A nurse is collecting data from a client who has been taking carbamazepine. Which of the following is an adverse effect of carbamazepine and should be reported to the provider?
- A. Sore throat
- B. Increased salivation
- C. Urge incontinence
- D. Gingivitis
Correct Answer: A
Rationale: The correct answer is A: Sore throat. Carbamazepine can cause agranulocytosis, a serious condition characterized by a decrease in white blood cells, leading to symptoms like sore throat. This is a potentially life-threatening adverse effect that should be reported to the provider immediately. Increased salivation (choice B), urge incontinence (choice C), and gingivitis (choice D) are not common adverse effects of carbamazepine and do not require immediate reporting.

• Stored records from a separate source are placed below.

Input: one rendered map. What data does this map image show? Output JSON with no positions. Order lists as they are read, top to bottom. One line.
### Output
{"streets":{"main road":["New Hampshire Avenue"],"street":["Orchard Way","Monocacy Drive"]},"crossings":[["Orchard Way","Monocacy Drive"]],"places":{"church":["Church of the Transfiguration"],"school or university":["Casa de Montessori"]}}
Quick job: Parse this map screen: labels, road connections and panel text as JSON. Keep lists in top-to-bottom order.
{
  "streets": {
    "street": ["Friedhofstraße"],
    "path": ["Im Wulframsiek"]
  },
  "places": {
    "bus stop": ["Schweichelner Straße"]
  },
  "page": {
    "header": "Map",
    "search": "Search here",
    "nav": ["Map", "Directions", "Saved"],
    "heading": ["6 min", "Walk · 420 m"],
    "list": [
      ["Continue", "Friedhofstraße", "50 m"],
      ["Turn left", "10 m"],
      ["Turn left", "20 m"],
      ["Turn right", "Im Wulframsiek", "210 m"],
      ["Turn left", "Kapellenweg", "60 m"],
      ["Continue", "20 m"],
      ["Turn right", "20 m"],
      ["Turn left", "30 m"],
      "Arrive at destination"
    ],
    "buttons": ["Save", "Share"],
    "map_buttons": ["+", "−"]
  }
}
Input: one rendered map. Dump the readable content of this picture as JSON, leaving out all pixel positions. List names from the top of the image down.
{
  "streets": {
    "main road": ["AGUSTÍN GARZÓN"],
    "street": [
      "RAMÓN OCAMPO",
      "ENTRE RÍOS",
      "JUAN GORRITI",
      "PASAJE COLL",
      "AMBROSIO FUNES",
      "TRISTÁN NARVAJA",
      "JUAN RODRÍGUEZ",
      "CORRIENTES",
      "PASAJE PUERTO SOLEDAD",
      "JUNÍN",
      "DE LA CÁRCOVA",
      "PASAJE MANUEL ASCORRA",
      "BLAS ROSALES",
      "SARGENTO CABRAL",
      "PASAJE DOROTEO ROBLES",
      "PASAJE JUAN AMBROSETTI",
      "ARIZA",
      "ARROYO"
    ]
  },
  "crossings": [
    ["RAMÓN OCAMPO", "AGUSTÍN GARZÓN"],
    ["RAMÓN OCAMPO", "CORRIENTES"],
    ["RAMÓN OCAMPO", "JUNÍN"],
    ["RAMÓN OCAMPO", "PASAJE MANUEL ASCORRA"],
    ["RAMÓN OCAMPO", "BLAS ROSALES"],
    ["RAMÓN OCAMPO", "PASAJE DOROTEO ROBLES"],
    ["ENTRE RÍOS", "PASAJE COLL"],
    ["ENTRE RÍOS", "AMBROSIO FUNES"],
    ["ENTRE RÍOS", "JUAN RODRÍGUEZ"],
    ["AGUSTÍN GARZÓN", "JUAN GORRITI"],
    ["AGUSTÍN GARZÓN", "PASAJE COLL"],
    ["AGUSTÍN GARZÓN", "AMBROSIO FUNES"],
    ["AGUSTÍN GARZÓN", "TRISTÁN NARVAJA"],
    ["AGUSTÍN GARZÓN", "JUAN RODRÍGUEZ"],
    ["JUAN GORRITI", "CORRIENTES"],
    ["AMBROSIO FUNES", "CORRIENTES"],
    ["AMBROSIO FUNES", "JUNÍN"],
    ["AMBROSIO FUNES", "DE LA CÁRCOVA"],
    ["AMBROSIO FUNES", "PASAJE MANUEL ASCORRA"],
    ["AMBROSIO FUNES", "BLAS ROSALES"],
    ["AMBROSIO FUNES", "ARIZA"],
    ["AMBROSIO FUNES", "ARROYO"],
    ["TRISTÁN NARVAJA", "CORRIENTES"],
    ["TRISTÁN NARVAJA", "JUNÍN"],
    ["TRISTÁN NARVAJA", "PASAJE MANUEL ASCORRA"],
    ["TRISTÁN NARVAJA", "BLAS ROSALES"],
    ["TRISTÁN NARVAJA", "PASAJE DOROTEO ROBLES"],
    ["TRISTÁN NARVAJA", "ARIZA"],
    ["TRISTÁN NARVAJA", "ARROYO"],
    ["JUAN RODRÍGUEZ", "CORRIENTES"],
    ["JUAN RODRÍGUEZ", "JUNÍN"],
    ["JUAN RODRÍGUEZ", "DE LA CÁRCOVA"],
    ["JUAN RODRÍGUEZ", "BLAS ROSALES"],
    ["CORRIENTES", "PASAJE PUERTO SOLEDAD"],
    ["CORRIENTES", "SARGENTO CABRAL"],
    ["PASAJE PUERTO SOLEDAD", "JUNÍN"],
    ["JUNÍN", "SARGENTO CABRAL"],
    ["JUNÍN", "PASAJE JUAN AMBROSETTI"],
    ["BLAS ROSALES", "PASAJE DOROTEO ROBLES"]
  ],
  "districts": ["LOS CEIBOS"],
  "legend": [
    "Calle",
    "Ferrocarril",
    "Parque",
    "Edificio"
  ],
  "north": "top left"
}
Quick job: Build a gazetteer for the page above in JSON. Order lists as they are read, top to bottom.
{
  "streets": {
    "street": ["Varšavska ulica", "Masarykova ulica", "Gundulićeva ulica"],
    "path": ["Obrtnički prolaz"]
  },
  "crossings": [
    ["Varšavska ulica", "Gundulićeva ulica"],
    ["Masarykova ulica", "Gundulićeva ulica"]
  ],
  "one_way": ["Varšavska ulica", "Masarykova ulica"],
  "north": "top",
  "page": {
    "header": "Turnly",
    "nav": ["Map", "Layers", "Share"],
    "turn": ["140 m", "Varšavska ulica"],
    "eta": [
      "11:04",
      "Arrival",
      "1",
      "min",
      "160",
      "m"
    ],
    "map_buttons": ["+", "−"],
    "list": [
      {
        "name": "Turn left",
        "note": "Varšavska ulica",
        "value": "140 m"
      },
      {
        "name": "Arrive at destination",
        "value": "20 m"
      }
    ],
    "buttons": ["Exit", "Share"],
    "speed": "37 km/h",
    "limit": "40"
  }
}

A nurse is caring for a client who has a new prescription for a nitroglycerin transdermal patch. Which of the following actions should the nurse take?
- A. Take the patch off prior to bathing the client.
- B. Monitor for hypertension after application of the patch.
- C. Rotate the application sites of the patch.
- D. Remove the patch every 24 hr
Correct Answer: C
Rationale: The correct answer is C: Rotate the application sites of the patch. This is important to prevent skin irritation and tolerance development. By rotating the sites, the nurse ensures consistent drug absorption and effectiveness. Choice A is incorrect because removing the patch prior to bathing can disrupt drug delivery. Choice B is incorrect as nitroglycerin typically causes hypotension, not hypertension. Choice D is incorrect as nitroglycerin patches are usually left on for 12-14 hours and then replaced with a new patch.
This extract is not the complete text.